Charlotte Shepard, better known by the alias "Mother Featherlegs" (died 1879), was a prostitute who lived near Lusk, Wyoming and was murdered during a robbery in 1879. She received her name because of the ruffled lace underwear she wore. Her grave has been called the only monument in the United States to a sex worker.

==Adult life==
Mother Featherlegs and a live-in companion arrived in the area around Lusk in 1876, and promptly established a brothel along the Cheyenne-Black Hills trail. At the establishment, gambling and whiskey were supplied in addition to sex. Her companion, who called himself "Dangerous Dick" Davis, claimed to be a hunter and trapper, but spent most of his time lounging around the house. The house, little more than a dugout near a stream, soon became a refuge for bandits from the surrounding area. The bandits would frequently entrust jewels, money, and other valuables to the madam for safe-keeping.

==Death==
One afternoon in the summer of 1879, Mrs. O. J. Demmon, the wife of a local rancher, rode to Mother Featherlegs' for a visit, having no one else to talk to. She discovered the madam's murdered body lying beside the spring; apparently she had been killed while filling a bucket with spring water. She had been dead for two or three days. Tracks in the area indicated that Dangerous Dick had murdered his companion and fled with the money and jewels she was holding for local bandits. Mother Featherlegs was buried quietly on the spot, her identity still unknown.

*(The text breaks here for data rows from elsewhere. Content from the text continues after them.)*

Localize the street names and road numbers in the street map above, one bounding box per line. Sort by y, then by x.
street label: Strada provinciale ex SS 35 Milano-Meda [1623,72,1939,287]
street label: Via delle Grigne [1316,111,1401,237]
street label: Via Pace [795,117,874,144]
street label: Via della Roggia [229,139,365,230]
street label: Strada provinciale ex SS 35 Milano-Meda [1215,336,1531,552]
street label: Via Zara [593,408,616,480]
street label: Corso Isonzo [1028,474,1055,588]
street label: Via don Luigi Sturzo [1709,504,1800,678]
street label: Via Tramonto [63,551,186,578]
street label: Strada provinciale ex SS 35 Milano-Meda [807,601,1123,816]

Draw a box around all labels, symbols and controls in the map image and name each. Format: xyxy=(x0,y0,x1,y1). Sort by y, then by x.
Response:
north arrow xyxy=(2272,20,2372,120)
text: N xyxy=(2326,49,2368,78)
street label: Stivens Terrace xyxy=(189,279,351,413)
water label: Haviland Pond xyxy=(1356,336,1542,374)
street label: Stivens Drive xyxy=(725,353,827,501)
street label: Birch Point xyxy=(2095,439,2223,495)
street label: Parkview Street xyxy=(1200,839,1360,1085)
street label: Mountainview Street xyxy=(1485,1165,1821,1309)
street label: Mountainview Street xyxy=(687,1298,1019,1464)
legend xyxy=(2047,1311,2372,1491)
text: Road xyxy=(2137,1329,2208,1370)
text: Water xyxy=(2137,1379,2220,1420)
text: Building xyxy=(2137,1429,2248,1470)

Davis returned to the swamps of Louisiana, and was captured and charged with murder and robbery some years later. Before his lynching, he confessed to murdering his companion, whose real name was Charlotte Shepard. According to him, she was part of a gang of cutthroats that operated in the area shortly after the American Civil War. Eventually all of the gang members (including her sons Tom and Bill) were killed, except for Shepard and Davis.

==Later interest==
In 1893 Mother Featherlegs' grave was disturbed by a pair of curious schoolboys. One of them, Russell Thorp, Jr., later recalled the incident:

A school mate and myself spent a vacation in and around Rawhide and Muskrat Canyon and like the fool things kids sometimes undertake, we decided to dig up the remains of Mother Featherlegs. So we camped nearby and proceeded to do this job at night. It was a beautiful moonlight night. This was, as I recall, about the summer of 1893 — 14 years after her death. When we removed the lid of this homemade pine coffin, her features were clearly recognizable, with a great mass of red hair. We hastily nailed the lid back down. After all those years the body had more the appearance of being slightly mummified, and the coffin was not rotted.

== Memorial ==

On May 17, 1964, a monument in red granite was unveiled over the grave of Mother Featherlegs; it had been created as part of a reenactment of the 1864 stagecoach run between Cheyenne and Deadwood, and was built with donations from the citizens of Lusk. Russell Thorp, Jr., unveiled the stone, which read:
Here lies Mother Featherlegs Shephard. So called, as in her ruffled pantalettes she looked like a feather-legged chicken in a high wind. She was roadhouse ma'am here on the Black Hills-Cheyenne Line. An outlaw confederate, she was murdered by "Dangerous Dick Davis the Terrapin" in 1879 for a $1500 cache. Dedicated May 17th 1964.

The grave of Mother Featherlegs may still be visited; it is located about ten miles south of the town of Lusk.